**YOUR INSTRUCTIONS**
Word for word, please restate the lines from the beginning of the data through the line in which "height:3px; margin-top:-1.5px; transform-origin:0;" appears.

(Collected data entries)

=== Begin Enclosure ===

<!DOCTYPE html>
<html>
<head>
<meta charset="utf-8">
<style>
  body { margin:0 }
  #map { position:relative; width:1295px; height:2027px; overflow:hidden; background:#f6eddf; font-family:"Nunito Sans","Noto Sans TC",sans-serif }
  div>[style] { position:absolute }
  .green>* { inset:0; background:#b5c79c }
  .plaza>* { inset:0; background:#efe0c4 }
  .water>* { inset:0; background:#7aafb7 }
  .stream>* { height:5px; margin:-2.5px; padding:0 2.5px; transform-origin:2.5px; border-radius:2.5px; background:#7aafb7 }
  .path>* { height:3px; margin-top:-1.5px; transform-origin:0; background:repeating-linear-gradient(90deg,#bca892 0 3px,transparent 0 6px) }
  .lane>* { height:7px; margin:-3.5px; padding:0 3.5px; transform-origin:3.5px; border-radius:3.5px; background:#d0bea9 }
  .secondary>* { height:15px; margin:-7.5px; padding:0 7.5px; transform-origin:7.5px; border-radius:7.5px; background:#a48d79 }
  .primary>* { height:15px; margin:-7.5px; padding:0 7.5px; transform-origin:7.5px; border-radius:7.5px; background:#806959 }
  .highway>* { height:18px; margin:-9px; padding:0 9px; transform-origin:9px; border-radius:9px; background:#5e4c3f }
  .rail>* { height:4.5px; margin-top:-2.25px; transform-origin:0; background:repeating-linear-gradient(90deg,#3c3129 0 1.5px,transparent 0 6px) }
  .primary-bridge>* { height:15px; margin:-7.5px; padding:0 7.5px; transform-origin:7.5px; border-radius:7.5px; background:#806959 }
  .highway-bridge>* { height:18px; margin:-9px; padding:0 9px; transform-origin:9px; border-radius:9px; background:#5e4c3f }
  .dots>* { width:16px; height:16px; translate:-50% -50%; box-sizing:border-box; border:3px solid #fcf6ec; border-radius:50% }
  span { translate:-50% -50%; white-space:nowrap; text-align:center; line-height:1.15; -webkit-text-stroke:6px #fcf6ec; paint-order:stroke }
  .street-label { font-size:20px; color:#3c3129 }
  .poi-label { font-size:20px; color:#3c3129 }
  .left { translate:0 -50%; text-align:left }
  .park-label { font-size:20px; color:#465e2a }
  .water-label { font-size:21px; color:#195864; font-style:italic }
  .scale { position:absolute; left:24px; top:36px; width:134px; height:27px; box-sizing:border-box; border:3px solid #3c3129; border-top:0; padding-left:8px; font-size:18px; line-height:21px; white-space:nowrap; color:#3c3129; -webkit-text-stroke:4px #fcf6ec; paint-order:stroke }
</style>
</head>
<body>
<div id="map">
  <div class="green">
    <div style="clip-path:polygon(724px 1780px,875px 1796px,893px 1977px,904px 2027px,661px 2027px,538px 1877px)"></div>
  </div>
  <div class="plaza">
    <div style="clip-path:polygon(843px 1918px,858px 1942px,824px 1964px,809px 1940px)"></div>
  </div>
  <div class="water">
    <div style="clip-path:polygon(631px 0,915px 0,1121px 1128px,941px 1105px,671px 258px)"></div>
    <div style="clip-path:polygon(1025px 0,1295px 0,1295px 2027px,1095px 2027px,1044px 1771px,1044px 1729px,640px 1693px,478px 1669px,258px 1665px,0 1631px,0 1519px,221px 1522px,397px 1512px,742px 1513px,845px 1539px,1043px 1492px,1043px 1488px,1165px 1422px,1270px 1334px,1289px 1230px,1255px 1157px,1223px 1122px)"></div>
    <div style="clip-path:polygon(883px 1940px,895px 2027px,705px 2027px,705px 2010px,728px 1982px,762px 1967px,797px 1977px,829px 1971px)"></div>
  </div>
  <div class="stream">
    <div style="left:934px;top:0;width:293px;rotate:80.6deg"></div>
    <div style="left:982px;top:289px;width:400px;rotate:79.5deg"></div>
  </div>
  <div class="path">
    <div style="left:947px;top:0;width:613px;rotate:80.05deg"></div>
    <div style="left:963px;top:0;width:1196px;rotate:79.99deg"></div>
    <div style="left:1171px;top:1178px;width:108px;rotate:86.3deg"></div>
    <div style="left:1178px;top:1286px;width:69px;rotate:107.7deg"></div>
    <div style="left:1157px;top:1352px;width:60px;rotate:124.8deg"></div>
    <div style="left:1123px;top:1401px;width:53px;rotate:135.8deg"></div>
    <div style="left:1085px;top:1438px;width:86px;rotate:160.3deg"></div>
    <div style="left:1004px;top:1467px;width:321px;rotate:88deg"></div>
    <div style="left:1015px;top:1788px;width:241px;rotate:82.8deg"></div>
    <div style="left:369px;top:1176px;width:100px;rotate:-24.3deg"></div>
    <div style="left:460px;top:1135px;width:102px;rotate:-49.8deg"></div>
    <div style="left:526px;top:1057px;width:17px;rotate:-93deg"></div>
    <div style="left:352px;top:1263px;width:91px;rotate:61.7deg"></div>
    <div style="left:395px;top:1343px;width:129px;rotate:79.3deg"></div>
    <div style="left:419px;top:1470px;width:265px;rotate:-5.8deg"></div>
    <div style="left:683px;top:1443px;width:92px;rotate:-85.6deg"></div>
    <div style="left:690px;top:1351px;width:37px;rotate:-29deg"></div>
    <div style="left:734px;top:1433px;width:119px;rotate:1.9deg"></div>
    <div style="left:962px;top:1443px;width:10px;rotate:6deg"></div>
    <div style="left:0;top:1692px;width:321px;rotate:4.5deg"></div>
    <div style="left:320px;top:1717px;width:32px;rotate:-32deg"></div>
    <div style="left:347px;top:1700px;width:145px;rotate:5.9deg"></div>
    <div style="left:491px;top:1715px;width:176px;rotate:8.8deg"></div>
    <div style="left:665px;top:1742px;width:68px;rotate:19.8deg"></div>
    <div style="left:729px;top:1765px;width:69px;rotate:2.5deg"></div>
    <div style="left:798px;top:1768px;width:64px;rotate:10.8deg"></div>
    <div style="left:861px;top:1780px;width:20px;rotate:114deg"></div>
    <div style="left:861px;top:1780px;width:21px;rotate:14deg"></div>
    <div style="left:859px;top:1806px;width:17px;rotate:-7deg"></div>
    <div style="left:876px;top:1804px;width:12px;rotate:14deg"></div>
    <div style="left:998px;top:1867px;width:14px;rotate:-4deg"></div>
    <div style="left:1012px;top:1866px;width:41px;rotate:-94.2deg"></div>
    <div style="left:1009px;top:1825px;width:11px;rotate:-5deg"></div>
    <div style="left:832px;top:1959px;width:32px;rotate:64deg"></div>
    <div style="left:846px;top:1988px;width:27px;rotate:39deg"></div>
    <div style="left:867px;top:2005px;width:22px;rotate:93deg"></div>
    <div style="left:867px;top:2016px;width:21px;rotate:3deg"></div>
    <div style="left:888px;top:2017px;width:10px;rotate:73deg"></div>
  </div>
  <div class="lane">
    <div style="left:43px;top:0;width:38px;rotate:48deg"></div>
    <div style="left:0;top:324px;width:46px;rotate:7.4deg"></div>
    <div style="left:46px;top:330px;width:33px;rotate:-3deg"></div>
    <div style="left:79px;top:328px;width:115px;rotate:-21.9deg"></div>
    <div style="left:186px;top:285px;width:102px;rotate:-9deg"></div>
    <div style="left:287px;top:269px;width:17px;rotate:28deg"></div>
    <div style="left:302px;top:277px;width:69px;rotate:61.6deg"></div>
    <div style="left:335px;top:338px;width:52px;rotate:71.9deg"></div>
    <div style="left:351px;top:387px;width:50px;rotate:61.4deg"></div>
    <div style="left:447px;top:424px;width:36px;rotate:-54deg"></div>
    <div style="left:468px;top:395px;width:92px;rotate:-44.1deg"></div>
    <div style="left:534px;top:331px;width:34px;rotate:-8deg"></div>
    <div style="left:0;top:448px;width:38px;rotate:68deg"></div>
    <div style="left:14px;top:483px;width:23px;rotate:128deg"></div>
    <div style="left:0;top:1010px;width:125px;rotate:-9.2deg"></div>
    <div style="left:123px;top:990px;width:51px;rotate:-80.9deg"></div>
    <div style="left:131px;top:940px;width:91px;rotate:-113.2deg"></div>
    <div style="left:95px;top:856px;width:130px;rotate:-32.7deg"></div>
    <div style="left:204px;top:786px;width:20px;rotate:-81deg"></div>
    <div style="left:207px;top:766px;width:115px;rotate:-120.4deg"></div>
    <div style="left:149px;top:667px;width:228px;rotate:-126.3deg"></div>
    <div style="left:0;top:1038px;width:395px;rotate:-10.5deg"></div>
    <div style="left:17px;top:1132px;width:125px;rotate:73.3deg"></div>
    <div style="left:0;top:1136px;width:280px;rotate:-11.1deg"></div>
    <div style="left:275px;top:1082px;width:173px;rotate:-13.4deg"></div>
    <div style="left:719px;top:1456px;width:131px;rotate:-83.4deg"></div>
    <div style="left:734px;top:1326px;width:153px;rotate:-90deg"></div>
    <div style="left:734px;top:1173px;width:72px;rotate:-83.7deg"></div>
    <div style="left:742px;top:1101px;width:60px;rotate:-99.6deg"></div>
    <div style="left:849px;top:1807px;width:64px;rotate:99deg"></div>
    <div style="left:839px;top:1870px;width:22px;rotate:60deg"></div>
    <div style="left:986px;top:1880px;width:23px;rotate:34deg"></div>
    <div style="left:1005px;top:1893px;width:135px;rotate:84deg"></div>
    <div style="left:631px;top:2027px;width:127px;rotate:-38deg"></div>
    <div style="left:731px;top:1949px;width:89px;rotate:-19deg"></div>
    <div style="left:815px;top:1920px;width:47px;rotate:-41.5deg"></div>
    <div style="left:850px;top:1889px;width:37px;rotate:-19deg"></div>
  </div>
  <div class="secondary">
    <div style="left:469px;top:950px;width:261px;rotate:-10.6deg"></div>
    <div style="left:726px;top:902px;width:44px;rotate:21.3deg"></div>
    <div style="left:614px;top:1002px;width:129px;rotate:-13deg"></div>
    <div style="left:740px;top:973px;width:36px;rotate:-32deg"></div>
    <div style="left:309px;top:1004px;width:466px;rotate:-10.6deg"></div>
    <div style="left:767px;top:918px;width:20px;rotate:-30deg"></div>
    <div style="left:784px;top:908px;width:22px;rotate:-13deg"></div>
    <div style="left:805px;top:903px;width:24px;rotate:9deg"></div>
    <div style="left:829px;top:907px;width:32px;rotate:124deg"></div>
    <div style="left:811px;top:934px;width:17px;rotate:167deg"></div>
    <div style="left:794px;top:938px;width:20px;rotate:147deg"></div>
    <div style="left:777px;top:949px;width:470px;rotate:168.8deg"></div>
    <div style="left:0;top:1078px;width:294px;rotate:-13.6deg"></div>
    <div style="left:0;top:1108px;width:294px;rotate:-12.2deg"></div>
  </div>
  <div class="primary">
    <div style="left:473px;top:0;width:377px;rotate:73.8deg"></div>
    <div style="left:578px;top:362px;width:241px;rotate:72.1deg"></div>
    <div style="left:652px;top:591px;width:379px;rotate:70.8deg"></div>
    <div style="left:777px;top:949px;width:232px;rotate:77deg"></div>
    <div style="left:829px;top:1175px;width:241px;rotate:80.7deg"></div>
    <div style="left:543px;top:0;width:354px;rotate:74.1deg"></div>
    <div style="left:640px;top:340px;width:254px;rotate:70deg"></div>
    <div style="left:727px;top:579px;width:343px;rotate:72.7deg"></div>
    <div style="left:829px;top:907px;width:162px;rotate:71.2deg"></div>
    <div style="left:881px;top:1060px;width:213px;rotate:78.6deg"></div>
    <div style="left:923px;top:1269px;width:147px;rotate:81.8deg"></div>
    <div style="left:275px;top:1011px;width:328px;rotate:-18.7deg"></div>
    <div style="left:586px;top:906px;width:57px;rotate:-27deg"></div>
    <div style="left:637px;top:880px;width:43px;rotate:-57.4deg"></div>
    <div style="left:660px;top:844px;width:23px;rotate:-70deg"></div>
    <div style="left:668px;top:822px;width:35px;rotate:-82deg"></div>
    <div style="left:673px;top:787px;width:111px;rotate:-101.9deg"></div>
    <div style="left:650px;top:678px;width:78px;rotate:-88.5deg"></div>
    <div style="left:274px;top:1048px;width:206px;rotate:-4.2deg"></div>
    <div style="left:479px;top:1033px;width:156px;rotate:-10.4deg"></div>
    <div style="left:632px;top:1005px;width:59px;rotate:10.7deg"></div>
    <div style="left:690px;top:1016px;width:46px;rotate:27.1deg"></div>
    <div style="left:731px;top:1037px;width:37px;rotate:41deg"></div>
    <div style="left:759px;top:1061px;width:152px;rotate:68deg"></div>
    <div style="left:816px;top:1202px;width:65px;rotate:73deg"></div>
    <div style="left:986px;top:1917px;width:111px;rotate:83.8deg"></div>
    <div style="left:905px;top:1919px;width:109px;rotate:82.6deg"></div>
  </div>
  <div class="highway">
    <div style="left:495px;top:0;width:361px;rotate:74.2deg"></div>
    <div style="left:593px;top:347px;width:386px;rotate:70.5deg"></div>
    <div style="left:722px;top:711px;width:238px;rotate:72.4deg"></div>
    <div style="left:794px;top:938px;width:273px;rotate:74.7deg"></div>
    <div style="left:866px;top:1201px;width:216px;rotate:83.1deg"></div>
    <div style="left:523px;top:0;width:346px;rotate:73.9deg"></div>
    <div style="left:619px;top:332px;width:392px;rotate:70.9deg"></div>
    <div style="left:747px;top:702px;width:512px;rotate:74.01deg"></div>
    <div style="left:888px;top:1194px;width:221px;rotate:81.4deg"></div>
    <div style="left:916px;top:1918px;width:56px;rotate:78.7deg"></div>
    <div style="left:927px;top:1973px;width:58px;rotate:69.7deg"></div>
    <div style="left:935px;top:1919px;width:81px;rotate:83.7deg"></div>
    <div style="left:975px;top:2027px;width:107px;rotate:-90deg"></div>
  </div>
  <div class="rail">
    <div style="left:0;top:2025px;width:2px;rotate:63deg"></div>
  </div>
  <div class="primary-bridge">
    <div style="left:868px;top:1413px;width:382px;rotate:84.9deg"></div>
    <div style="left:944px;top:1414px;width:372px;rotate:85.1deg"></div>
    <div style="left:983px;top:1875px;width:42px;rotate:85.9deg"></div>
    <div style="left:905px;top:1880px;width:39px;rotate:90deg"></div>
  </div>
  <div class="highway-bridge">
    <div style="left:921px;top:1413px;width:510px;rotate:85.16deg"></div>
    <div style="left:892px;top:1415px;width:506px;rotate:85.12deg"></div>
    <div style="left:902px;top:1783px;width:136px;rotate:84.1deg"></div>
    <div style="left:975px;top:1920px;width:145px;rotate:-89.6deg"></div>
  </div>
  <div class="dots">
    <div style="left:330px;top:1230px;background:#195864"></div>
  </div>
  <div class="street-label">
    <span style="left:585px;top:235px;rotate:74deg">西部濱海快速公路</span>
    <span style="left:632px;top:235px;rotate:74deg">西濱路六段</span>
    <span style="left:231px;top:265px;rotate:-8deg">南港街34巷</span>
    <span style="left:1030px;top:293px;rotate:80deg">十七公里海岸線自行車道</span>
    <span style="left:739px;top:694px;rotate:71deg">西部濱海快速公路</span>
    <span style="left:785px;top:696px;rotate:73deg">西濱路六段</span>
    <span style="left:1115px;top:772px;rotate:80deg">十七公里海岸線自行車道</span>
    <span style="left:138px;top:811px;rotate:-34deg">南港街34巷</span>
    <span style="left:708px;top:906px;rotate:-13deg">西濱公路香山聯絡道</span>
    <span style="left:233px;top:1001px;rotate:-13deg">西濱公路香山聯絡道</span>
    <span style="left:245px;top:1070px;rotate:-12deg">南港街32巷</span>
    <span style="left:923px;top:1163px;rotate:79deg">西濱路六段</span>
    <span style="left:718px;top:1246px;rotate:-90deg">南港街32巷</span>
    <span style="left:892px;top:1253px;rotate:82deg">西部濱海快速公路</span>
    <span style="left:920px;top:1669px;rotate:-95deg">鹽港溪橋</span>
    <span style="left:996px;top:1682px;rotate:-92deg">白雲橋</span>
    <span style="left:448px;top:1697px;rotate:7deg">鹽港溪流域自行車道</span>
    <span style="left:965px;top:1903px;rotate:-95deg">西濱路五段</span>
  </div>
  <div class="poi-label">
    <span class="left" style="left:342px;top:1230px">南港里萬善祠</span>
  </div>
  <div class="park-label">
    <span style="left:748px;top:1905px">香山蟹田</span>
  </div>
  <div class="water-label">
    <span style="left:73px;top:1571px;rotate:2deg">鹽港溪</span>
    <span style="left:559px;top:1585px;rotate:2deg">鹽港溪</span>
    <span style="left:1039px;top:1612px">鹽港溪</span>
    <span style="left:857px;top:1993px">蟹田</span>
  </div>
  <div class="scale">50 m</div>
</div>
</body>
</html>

=== End Enclosure ===

**SOLUTION FOR THIS PROBLEM**
<!DOCTYPE html>
<html>
<head>
<meta charset="utf-8">
<style>
  body { margin:0 }
  #map { position:relative; width:1295px; height:2027px; overflow:hidden; background:#f6eddf; font-family:"Nunito Sans","Noto Sans TC",sans-serif }
  div>[style] { position:absolute }
  .green>* { inset:0; background:#b5c79c }
  .plaza>* { inset:0; background:#efe0c4 }
  .water>* { inset:0; background:#7aafb7 }
  .stream>* { height:5px; margin:-2.5px; padding:0 2.5px; transform-origin:2.5px; border-radius:2.5px; background:#7aafb7 }
  .path>* { height:3px; margin-top:-1.5px; transform-origin:0; background:repeating-linear-gradient(90deg,#bca892 0 3px,transparent 0 6px) }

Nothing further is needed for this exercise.